THE PROBLEM ::
Your task is to repeat exactly the lines below between the line holding "2 1 2 8 2 1" and the line holding "M104,847L126,862L121,867L99,868V852Z", inclusive, and only those.

Stored items
______

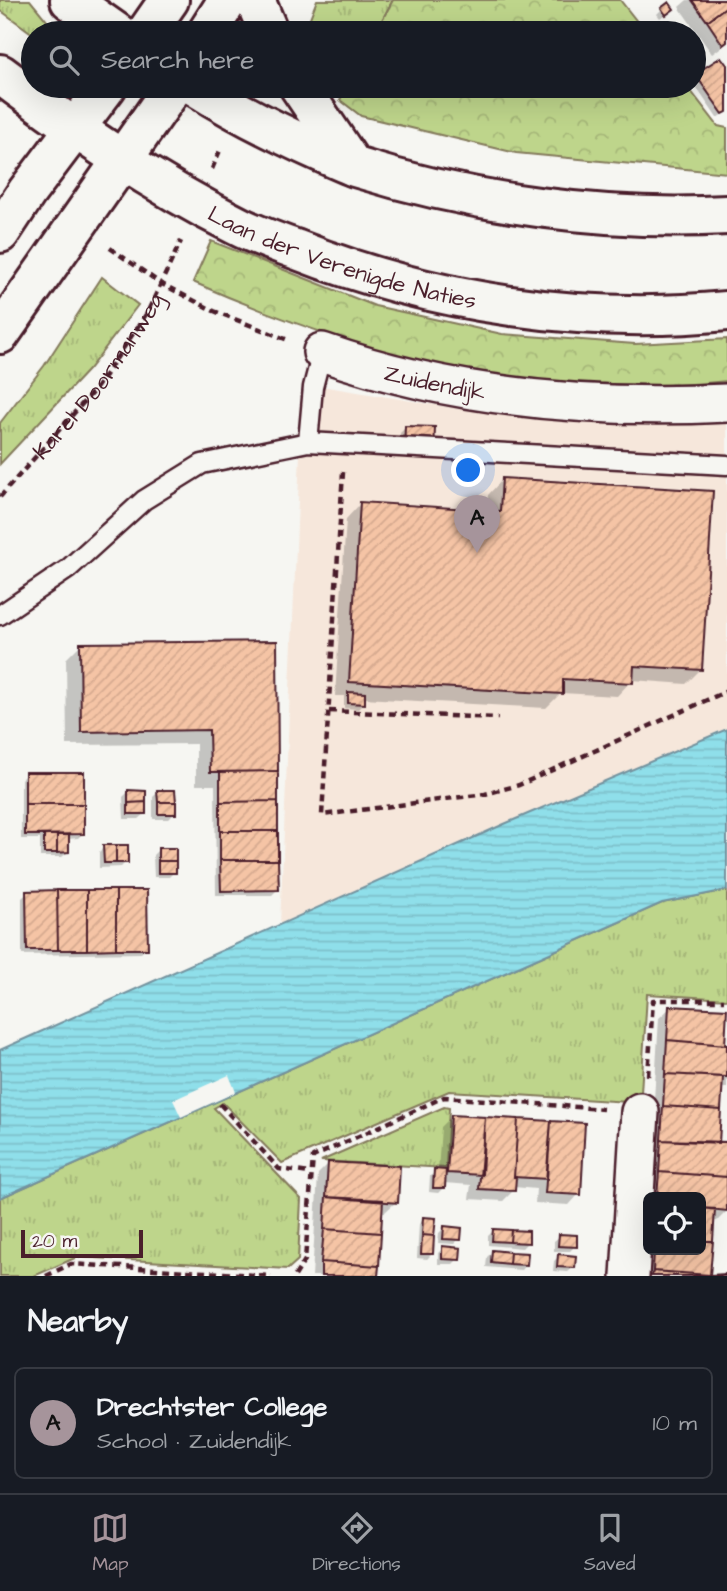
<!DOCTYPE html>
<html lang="en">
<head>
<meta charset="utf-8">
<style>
	body { margin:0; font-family:"Architects Daughter",sans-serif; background:#242831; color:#f1f3f6 }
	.controls { position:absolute; right:21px; bottom:21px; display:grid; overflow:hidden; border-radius:10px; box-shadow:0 7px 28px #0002 }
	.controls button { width:63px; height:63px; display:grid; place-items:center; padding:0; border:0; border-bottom:2px solid #363941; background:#171b24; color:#f1f3f6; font:35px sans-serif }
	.scale { position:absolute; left:21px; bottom:18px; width:122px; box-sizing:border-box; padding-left:7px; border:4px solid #4a1f2b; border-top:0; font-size:19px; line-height:24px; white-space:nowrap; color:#4a1f2b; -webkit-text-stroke:5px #f6f6f2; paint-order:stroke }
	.you { position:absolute; left:469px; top:471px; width:24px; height:24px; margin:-18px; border:5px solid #fff; border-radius:50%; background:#1a73e8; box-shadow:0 0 0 10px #1a73e833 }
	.badge { display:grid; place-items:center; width:46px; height:46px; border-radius:50%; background:#a6949b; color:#111; font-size:23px; font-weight:700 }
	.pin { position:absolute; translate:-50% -58px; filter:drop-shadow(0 2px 4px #0008) }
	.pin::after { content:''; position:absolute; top:37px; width:24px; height:21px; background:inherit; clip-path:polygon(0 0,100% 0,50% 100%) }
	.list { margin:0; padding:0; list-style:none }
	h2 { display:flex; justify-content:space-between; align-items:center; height:91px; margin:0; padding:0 28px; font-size:30px }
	h2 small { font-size:23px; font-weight:400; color:#9ea1a6 }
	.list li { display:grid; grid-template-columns:46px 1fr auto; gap:21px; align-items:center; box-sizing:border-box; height:112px; margin:0 14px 14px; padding:0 14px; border:2px solid #363941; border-radius:10px }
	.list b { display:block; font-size:26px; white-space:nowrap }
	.list p { margin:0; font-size:23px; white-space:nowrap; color:#9ea1a6 }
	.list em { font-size:23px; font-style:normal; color:#9ea1a6 }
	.icon { flex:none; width:38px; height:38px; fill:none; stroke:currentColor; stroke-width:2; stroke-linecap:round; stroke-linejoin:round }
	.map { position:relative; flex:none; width:727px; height:1276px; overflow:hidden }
	.search { position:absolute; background:#171b24; box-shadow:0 7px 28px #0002; left:21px; right:21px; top:21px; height:77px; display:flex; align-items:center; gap:18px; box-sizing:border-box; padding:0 24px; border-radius:38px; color:#9ea1a6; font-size:26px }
	.sheet { height:217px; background:#171b24 }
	nav { display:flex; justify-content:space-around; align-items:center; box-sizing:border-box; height:98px; border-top:2px solid #363941; background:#171b24; font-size:19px; color:#9ea1a6 }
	nav a { display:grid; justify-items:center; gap:4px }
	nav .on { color:#a6949b }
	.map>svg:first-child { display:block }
	.built { fill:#f6e7db }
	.grass { fill:url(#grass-tufts); stroke:#847a5b; stroke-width:2 }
	.forest { fill:url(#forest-crowns); stroke:#847a5b; stroke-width:2 }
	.water { fill:url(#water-rules); stroke:#73929e; stroke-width:2 }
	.pier { fill:#f6f6f2 }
	.shadow { fill:#0003 }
	.building { fill:url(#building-hatch); stroke:#4a1f2b; stroke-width:2 }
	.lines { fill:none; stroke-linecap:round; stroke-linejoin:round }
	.lane-casing { stroke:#4a1f2b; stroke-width:23 }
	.street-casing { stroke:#4a1f2b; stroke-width:42 }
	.secondary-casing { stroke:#4a1f2b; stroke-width:44 }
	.path { stroke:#4a1f2b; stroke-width:4.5; stroke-dasharray:7 5; stroke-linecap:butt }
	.lane { stroke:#f6f6f2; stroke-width:18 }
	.street { stroke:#f6f6f2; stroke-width:37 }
	.secondary { stroke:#f6f6f2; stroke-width:38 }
	.labels { text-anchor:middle; stroke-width:7; stroke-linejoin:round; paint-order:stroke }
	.street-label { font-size:23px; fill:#4a1f2b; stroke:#f6f6f2 }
</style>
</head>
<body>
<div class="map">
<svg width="727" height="1276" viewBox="0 0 727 1276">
	<defs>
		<pattern id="grass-tufts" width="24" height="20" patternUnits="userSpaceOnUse" patternTransform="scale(1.75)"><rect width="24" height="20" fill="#bed58b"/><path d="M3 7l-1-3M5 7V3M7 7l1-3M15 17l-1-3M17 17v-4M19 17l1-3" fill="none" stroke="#a5b678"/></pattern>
		<pattern id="forest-crowns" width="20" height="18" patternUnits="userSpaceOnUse" patternTransform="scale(1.75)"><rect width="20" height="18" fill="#bed58b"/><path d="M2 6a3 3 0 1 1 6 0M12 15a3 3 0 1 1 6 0" fill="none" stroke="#a5b678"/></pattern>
		<pattern id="water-rules" width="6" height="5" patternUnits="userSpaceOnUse" patternTransform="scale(1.75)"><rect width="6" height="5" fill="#8fdfea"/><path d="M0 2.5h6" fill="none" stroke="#7dbfc9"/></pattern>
		<pattern id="building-hatch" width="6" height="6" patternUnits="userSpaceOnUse" patternTransform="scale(1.75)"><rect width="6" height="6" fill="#f5c4a5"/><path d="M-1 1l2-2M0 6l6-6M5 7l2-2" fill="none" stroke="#d4a88e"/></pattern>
	</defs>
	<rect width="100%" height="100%" fill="#f6f6f2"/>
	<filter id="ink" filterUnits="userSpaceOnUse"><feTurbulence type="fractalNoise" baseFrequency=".0143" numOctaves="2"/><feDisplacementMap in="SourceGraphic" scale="14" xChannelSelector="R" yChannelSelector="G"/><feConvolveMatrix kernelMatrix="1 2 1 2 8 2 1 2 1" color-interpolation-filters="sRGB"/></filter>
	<g filter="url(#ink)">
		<path class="built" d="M303,383L454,408L643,422L727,416V729L280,925Z"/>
		<path class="grass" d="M0,0H30L57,33L33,34L0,10Z
			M317,0H393L375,33H304Z
			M102,277L138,305L89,369L0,464V423L44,366Z
			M727,890V999L647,994L641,1093L629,1102L449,1091L282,1163L223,1103L214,1108L301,1199L298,1260L288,1269L77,1257L34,1276H0V1198L662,903Z
			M444,1107L449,1108L446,1168L321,1161Z"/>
		<path class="forest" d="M393,0H620L646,33H375Z
			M347,86H687L718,126L727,128V173L516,153L361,116L340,100Z
			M211,241L375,306L502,334L635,344L727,339V381C646,390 563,387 482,376C463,374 444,367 425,362C346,343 268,315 193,282Z"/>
		<path class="water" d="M727,729V890L662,903L0,1198V1050L502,825Z"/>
		<path class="pier" d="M229,1075L236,1092L181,1117L173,1100Z"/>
		<path class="shadow" d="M687,0H727V43L712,54L679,7Z
			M662,9L667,13L660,18L657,14Z
			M727,68V111L717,118L694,84V78Z
			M405,428L427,457L400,455V433Z
			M502,480L701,669L686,684L632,680L617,696L561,693L546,708L363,698V704L358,709L344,708V696H335L346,519L360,504L487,512L488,495Z
			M275,642L277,890L272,895H216L215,785H196V744L67,745L66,659L81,644Z
			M26,774L83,833L78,838L68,839V852L62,857H40V839H21V779Z
			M128,792L145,814L139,819H124L123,797Z
			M158,792L174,814L169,819H153V797Z
			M104,847L126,862L121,867L99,868V852Z
			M158,850L174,872L169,877H154L153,855Z
			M27,893L146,948L141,953L22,955V898Z
			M670,1008L723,1046H727V1088H720L717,1143H727V1211L717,1221H712L709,1275L723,1276H643L648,1250H701V1197H648L659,1018Z
			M451,1117L579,1194L569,1205L535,1203L536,1189L514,1187V1190L503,1201L469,1199L471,1185L444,1183L443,1188L438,1193L429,1192L430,1176L438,1171L441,1127Z
			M328,1164L396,1202L385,1212H381L377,1276H312L318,1174Z
			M424,1219L432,1254L427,1259L417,1258L419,1224Z
			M444,1228L459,1239L454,1244L438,1243L439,1233Z
			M493,1231L527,1243L522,1248L488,1245V1236Z
			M560,1236L575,1246L570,1251H554V1241Z
			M443,1248L458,1259L453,1264H438V1253Z
			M492,1252L526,1264L521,1270L486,1267L487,1257Z
			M559,1256L574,1267L568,1272L553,1271L554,1261Z"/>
		<path class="building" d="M692,0H727V6L707,21Z
			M669,2L674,9L666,15L661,8Z
			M727,6V42L723,45L707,21Z
			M721,57L727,65V112L723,114L695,74Z
			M405,426L435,427L434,453L404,451Z
			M502,478L713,491L702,670L634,666L633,683L563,679V694L349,682L360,502L500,511Z
			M277,641L278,771L210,772L209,730L81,732L80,643Z
			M348,692L365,693V704L348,703Z
			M278,771V801L220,802V772Z
			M25,772H84V804H25Z
			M128,790L146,791V802L128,803Z
			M157,790H175L176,802H158Z
			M278,801V831H220V802Z
			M146,802V814H128V803Z
			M158,802H176V814H158Z
			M25,804H84V834L25,835Z
			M220,831H278V860H220Z
			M44,835H57V853H44Z
			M57,835H69V852L57,853Z
			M103,845H116V863H104Z
			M116,845H128V863H116Z
			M158,848H176V861H158Z
			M220,860H278L279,890L221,891Z
			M158,861H176V873H158Z
			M57,890L58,950H27L26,891Z
			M57,890H87V950H58Z
			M87,890H116V949L87,950Z
			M116,890H147L148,949H116Z
			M669,1006L727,1009L725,1045L667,1040Z
			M667,1040L727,1045V1077L665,1074Z
			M665,1074L723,1077L721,1110L663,1106Z
			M663,1106L721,1110L719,1143L661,1140Z
			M451,1115L485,1117L482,1175L447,1173Z
			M485,1117L518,1119L514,1177H516L515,1191L479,1189Z
			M518,1119L551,1121L547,1179L514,1177Z
			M551,1121L585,1123L581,1195L545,1193Z
			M661,1140L727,1142V1177L659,1172Z
			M328,1162L400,1166L398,1203L326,1197Z
			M434,1169L446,1170L445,1188H433Z
			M659,1172L727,1177V1211L701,1208V1197H657Z
			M326,1197L383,1200L381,1233L324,1229Z
			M701,1208L715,1209L713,1241H701Z
			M423,1217L436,1218L434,1236L422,1235Z
			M444,1226L462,1228L461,1240L443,1239Z
			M324,1229L381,1233L379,1266L321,1262Z
			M493,1229L511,1230L510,1242L492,1241Z
			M511,1230L529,1231V1243L510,1242Z
			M559,1234L577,1235V1247L558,1246Z
			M422,1235L434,1236L433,1254H421Z
			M701,1241H713L710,1275L653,1271L654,1250H701Z
			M442,1246L461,1248L460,1260L442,1259Z
			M492,1250L510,1252L509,1264L491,1262Z
			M510,1252L528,1253L527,1265L509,1264Z
			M558,1254L576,1256L575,1268L557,1267Z
			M321,1262L379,1266L378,1276H321Z
			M653,1271L710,1275L725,1274V1276H652Z"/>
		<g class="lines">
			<g class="lane-casing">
				<path id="lane" d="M308,442L313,387L322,352
					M0,615L68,569L144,500L202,464L308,442L727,465"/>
			</g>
			<g class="street-casing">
				<g id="street">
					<path id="s2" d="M322,352C451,397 591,410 727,403"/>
					<path d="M630,1276L640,1112"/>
				</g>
			</g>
			<g class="secondary-casing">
				<g id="secondary">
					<path d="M70,0L117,33"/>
					<path d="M255,0L269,33"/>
					<path d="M146,33L169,0"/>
					<path d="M207,33L228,0"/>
					<path id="s3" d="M0,74C75,130 152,183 236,225C255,235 276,242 295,249C432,303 581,325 727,311"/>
					<path d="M195,86C234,111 274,131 316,150C329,156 342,162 355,167C471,203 606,222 727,215"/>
					<path d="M299,86L353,166"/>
					<path d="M0,233L27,192L107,86"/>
					<path d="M0,334L174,86"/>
				</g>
			</g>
			<g class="path">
				<path d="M212,169L221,148"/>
				<path d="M110,248L160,283L214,311L288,340"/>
				<path d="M343,472L322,815L485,794L519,785L727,691"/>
				<path id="s1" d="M0,497L97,387L147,313L181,241"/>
				<path d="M329,711L498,718"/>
				<path d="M648,1076L653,1000H724"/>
				<path d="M220,1104L279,1169L310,1173"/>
				<path d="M46,1276L71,1264L271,1276"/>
				<path d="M295,1276L305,1260L313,1157L444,1097L603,1109"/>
			</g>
			<use href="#lane" class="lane"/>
			<use href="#street" class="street"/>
			<use href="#secondary" class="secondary"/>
		</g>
	</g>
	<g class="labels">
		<g class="street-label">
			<text dy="8" stroke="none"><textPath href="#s3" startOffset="392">Laan der Verenigde Naties</textPath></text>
			<text dy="8" stroke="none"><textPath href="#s1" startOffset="156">Karel Doormanweg</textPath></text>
			<text dy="8" stroke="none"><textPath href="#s2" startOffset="117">Zuidendijk</textPath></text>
		</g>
	</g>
</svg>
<div class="controls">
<button><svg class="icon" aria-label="locate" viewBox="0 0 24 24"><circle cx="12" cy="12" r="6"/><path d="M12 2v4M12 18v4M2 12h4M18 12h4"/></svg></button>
</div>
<div class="scale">20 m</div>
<div class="you"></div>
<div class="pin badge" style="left:477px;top:553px">A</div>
<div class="search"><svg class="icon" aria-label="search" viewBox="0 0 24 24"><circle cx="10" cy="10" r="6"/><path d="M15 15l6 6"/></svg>Search here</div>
</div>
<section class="sheet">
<h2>Nearby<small></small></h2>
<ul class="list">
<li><span class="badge">A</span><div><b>Drechtster College</b><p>School · Zuidendijk</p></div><em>10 m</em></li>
</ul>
</section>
<nav>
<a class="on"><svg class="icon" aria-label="map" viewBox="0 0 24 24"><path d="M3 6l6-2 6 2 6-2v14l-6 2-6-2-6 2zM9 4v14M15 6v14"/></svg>Map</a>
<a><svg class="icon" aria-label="directions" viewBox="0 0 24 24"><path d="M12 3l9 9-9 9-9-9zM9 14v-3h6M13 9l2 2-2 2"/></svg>Directions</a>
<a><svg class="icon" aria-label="saved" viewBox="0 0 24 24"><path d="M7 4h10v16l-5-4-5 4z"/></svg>Saved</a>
</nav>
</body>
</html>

______

TASK RESPONSE ::
	<filter id="ink" filterUnits="userSpaceOnUse"><feTurbulence type="fractalNoise" baseFrequency=".0143" numOctaves="2"/><feDisplacementMap in="SourceGraphic" scale="14" xChannelSelector="R" yChannelSelector="G"/><feConvolveMatrix kernelMatrix="1 2 1 2 8 2 1 2 1" color-interpolation-filters="sRGB"/></filter>
	<g filter="url(#ink)">
		<path class="built" d="M303,383L454,408L643,422L727,416V729L280,925Z"/>
		<path class="grass" d="M0,0H30L57,33L33,34L0,10Z
			M317,0H393L375,33H304Z
			M102,277L138,305L89,369L0,464V423L44,366Z
			M727,890V999L647,994L641,1093L629,1102L449,1091L282,1163L223,1103L214,1108L301,1199L298,1260L288,1269L77,1257L34,1276H0V1198L662,903Z
			M444,1107L449,1108L446,1168L321,1161Z"/>
		<path class="forest" d="M393,0H620L646,33H375Z
			M347,86H687L718,126L727,128V173L516,153L361,116L340,100Z
			M211,241L375,306L502,334L635,344L727,339V381C646,390 563,387 482,376C463,374 444,367 425,362C346,343 268,315 193,282Z"/>
		<path class="water" d="M727,729V890L662,903L0,1198V1050L502,825Z"/>
		<path class="pier" d="M229,1075L236,1092L181,1117L173,1100Z"/>
		<path class="shadow" d="M687,0H727V43L712,54L679,7Z
			M662,9L667,13L660,18L657,14Z
			M727,68V111L717,118L694,84V78Z
			M405,428L427,457L400,455V433Z
			M502,480L701,669L686,684L632,680L617,696L561,693L546,708L363,698V704L358,709L344,708V696H335L346,519L360,504L487,512L488,495Z
			M275,642L277,890L272,895H216L215,785H196V744L67,745L66,659L81,644Z
			M26,774L83,833L78,838L68,839V852L62,857H40V839H21V779Z
			M128,792L145,814L139,819H124L123,797Z
			M158,792L174,814L169,819H153V797Z
			M104,847L126,862L121,867L99,868V852Z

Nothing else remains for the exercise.